# 5 Month Old Videos



## Poodlerunner (Jul 4, 2014)

I could be wrong but I think that tail is going to be a big obstacle to over come in the AKC show ring. 

pr


----------



## Eclipse (Apr 26, 2010)

It's a bit hard to see movement since the videos are pretty short - try and get some longer ones and let her move out more freely without keeping the leash so tight - you are affecting her front movement by keeping her a little strung up.
The tail is extremely short, even for a pet dock. Show tails are often left even longer. It will be very hard to get any kind of a pom on that tail and it will affect the balance in her look when scissored. Who is the breeder? Did she know you wanted to show her? Did she do the tails herself or did she have a vet do them? I can't imagine a breeder taking a tail that short.


----------



## CharismaticMillie (Jun 16, 2010)

Yes, her tail is docked too short. While I have no doubt she's a lovely pet, I would not show her in AKC. If you are interested in learning the ropes of showing, I suggest hanging around here a bit, attending some AKC shows and meeting some people who are involved in showing, learn as much as you can and then go out and find a nice show quality poodle.


----------



## PoodleElements (Sep 20, 2014)

Eclipse said:


> It's a bit hard to see movement since the videos are pretty short - try and get some longer ones and let her move out more freely without keeping the leash so tight - you are affecting her front movement by keeping her a little strung up.
> The tail is extremely short, even for a pet dock. Show tails are often left even longer. It will be very hard to get any kind of a pom on that tail and it will affect the balance in her look when scissored. Who is the breeder? Did she know you wanted to show her? Did she do the tails herself or did she have a vet do them? I can't imagine a breeder taking a tail that short.

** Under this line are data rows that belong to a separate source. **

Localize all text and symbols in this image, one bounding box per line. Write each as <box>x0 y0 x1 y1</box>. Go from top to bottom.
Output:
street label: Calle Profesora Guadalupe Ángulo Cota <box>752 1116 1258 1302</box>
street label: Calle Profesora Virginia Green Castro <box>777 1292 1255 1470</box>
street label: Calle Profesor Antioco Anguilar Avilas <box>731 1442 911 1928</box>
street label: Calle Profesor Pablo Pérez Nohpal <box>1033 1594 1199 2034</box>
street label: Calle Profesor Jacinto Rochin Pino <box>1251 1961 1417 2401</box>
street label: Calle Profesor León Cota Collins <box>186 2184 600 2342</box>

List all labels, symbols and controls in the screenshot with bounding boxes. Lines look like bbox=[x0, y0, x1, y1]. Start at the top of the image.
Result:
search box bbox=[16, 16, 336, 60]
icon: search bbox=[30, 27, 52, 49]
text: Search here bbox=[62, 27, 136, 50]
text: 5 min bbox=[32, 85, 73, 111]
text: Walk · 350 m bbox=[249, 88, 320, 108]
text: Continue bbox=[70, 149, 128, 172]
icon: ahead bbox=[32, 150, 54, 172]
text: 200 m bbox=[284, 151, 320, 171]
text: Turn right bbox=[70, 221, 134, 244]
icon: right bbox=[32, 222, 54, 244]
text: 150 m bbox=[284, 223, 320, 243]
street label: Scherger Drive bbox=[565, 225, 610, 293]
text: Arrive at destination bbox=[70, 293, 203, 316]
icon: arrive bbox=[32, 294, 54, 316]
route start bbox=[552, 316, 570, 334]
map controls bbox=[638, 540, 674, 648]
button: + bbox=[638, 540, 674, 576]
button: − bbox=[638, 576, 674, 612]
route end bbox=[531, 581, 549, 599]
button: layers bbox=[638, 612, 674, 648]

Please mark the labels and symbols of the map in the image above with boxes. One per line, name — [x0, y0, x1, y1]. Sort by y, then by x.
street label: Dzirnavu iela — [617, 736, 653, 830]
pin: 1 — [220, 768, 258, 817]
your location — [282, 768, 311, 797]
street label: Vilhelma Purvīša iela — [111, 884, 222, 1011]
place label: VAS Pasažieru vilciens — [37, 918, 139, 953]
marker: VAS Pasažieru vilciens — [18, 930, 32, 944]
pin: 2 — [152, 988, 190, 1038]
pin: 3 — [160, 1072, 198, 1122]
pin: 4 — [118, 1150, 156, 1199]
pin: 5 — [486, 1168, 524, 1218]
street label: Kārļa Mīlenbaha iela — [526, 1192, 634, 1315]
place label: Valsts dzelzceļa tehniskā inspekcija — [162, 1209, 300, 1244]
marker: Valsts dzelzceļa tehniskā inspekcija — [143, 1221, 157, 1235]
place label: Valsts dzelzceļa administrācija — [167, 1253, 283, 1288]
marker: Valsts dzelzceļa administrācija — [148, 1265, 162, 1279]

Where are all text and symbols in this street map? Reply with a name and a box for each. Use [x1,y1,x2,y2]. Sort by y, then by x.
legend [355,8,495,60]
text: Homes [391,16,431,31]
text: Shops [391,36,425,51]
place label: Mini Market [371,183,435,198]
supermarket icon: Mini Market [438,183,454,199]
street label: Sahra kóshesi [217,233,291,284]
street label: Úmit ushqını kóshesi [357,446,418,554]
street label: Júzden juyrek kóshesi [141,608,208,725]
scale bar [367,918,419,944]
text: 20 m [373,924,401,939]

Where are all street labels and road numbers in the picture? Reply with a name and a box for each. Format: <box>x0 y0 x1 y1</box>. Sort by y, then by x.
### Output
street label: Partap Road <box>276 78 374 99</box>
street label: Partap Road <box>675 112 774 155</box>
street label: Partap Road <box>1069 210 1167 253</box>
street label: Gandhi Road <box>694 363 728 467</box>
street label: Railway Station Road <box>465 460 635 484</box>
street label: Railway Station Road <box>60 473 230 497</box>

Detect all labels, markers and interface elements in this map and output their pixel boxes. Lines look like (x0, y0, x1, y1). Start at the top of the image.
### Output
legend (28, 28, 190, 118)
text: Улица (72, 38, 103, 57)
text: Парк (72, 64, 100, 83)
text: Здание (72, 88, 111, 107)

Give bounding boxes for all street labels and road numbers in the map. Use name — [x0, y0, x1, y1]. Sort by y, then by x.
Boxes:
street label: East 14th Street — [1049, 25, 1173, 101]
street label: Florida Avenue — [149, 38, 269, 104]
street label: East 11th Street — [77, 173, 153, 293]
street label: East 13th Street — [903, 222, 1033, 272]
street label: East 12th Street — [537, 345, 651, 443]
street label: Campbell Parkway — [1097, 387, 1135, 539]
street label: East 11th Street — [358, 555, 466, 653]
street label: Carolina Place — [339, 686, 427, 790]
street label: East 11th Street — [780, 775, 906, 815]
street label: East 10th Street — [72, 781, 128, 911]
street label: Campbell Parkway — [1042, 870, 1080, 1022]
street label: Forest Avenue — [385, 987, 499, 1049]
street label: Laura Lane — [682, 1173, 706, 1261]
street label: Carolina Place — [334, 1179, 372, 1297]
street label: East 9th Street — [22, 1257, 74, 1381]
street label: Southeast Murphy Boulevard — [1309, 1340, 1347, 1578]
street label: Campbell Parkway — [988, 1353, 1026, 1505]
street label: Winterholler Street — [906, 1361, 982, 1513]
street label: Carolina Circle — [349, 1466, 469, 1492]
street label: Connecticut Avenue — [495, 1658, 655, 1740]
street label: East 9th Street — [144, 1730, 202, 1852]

She came from a breeder in Michigan who breeds for service dogs. The service dog organization has vets who do all of the pre ownership vetting. I'm guessing they took the tails so short so that the pups who ended up service dogs wouldn't have issues with wheelchairs and doors...


----------



## Eclipse (Apr 26, 2010)

I would really have the breeder reconsider who she is allowing the service dog organization to use as a vet as far as doing the docking. Many vets have no clue as to how to properly account for the future size of the dog when doing the dock. 

Also, there is absolutely NO need to have the tails docked this short. My older girl (6/12) is taking the TDI test next month and has been to nursing homes on a number of informal visits where people have been in wheelchairs. My younger girl was to my dad's rehab facility a number of times when she was 4-6 months old when her tail looked too long as she had yet to grow into it. No issues at all. Think about it, how many therapy dogs visiting nursing homes, hospitals, etc. are Goldens, Labs, or other naturally long tailed breeds. How many service dogs are the same breeds. Their natural tails are much longer than what a properly docked poodle tail of any variety should be and they do just fine.


----------



## BorderKelpie (Dec 3, 2011)

I think she's very pretty. I also agree with CharismaticMillie. Start hanging out at shows and take a few handling classes (no reason not to use her to learn everything you can). Maybe find a mentor to help you learn about show grooming, etc. 

How about you train her for AKC performance events - OB, tracking, agility, etc. That'll really help you get involved and meeting people. It also get you an introduction to all the possible venues of the dog world. Showing is fun, but performance events rock. lol

What about, just for grins and giggles, doing some UKC events, too? Why not, there's a whole 'nuther, big, wide world of doggie things to enjoy. 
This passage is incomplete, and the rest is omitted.